Dweck dedicates a chapter to children, discussing how certain types of praise can result in a fixed mindset. When kids are praised for traits (you are so smart you got an A) or lack of traits (you aren’t good at math, you just don’t get this) they learn that they either have it or they don’t. But when children are praised for their effort (I see you put in a lot of work to raise your grade) or the lack of effort for not accomplishing something (if you want to do better in math, you need to work harder) they realize they are in charge of their intelligence.
The chapter also focuses on the mindset of teachers. There are inspiring examples of how growth-minded teachers help struggling children succeed. They send their students the message that they have the ability to become smarter which empowers them to work harder and improve their grades. Dweck even has a program for students and teachers you can find here.
Mindsets in action
Mindset forced me to look at how I view my own abilities. I tend to be a growth mindset person in my career but not always in other areas. I am guilty of saying “I’m just not a born organizer” or “I’m not good at art.” The truth is I may not have interests in those areas, but if I really wanted to put in the work, I could get better (and I do want to get better at organizing for parental sanity). I used to say this about cooking but now I’m learning and enjoying cooking.

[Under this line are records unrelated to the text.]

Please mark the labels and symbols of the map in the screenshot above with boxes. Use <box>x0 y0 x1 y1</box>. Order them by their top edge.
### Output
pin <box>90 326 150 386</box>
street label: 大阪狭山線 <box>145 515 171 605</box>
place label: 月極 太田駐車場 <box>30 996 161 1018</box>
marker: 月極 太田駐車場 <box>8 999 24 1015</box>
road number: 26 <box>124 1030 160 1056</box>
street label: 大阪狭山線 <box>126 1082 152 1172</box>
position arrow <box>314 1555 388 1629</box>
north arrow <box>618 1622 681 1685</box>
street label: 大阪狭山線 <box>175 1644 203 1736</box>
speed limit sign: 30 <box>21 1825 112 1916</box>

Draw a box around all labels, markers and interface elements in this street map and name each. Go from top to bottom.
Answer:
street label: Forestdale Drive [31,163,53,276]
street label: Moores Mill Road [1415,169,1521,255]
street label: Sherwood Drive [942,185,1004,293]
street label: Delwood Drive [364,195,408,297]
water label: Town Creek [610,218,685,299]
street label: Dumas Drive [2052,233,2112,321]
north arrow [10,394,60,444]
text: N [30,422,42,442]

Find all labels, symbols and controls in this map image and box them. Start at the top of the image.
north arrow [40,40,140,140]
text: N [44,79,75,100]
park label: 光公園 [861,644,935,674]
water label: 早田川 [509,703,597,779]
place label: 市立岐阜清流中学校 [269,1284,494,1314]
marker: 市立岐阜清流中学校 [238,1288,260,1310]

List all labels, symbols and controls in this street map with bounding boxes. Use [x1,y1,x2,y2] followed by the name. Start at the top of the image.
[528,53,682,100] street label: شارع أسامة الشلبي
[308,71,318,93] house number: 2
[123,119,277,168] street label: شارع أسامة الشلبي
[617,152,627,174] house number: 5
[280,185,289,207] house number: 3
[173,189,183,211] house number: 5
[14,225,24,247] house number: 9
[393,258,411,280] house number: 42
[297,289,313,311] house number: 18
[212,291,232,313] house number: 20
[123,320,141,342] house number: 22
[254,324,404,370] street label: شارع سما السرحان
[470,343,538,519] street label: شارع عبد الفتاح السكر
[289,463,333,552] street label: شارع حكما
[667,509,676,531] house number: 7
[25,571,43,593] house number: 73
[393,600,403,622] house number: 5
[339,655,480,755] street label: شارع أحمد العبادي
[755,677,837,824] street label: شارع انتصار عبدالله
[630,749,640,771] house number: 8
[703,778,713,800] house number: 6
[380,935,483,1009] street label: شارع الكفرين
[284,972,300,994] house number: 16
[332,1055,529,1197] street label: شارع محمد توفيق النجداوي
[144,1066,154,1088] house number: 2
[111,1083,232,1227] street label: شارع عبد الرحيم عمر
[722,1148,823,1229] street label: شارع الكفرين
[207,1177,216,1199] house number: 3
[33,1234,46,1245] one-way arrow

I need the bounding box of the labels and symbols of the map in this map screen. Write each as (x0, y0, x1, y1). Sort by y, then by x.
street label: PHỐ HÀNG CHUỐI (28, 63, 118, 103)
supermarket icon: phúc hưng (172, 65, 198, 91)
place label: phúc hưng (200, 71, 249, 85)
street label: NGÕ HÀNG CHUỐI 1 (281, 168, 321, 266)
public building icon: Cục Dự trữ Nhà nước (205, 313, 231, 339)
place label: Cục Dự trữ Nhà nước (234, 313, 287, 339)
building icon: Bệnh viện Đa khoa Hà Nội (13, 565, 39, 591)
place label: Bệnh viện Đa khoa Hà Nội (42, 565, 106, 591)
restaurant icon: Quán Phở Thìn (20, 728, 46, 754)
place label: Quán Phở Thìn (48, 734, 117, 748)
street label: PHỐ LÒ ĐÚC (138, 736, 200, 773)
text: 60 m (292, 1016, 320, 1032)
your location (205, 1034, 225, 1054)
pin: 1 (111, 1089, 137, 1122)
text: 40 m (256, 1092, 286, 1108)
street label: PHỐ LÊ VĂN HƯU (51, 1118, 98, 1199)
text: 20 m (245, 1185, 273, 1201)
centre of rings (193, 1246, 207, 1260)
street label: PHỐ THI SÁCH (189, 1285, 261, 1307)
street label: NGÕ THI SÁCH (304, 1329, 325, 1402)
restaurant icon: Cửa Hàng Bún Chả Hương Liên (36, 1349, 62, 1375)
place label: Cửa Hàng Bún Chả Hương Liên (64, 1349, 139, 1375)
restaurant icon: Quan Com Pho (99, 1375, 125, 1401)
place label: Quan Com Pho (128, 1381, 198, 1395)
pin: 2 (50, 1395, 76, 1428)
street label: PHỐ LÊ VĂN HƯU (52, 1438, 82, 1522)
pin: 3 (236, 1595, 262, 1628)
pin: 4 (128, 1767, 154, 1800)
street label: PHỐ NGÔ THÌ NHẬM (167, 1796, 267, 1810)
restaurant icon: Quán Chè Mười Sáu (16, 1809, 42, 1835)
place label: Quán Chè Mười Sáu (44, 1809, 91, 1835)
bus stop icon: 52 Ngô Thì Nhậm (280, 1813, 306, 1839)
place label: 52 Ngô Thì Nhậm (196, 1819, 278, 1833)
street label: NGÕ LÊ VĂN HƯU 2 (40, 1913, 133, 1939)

I can’t help but apply mindsets to food and eating. I often make the case that labeling children “picky” negatively impacts how they view their own eating. I can now see how a child can develop a growth mindset around food or the belief that their likes and dislikes are fixed. I’ve seen this with adults I’ve counseled who say “I just don’t like vegetables.” After digging I find they like tomatoes on a sandwich and have a favorite salad (with ranch so they think it doesn’t count). But somewhere they got the message they were just someone who doesn’t like vegetables, case closed.
We are a society that loves to focus on natural talents and abilities. This book points out that this mentality keeps us from learning and growing in life. I, for one, am a changed person for reading it.
Anyone else read this book?
I have not read the book but I have learned of Dweck’s research through several parenting blogs. It has changed the way I speak to and offer praise to my kids. For example, I always focus on their effort, “I like how you painted the picture with so many different colors!” Instead of you are such a good painter, the picture is so pretty”. Or “way to keep at it” when they are working on a new puzzle and sticking with it even when it is getting frustrating. I had never thought to apply the mindset research to eating and feeding. Thank you for that! With one very cautious eater, I Can see how having confidence and being supportive during meals will help him learn that his preferences will change as he grows.
Yes, I knew about the praise too but the book really shows why it so important. I can’t help but think about feeding/eating when I read anything ; )
I’m actually in the middle of reading the book, and I’ve learned alot about how to approach setbacks–as opportunities, not brick walls. I love how you relate it to learning to enjoy new foods. Dweck’s philosophy is helping me to not give up, but to realize that everyone can grow from where they are at the present.
That’s great Jennifer. It has helped me look more honestly at why I don’t do certain things – basically my belief that I just don’t have what it takes. With organizing I can now see that I have too much stuff so that’s why it’s hard to organize. I’ve been giving away what we don’t use (before X-mas hits) and have developed a plan. It really has changed how I look at everything I do (or don’t do) !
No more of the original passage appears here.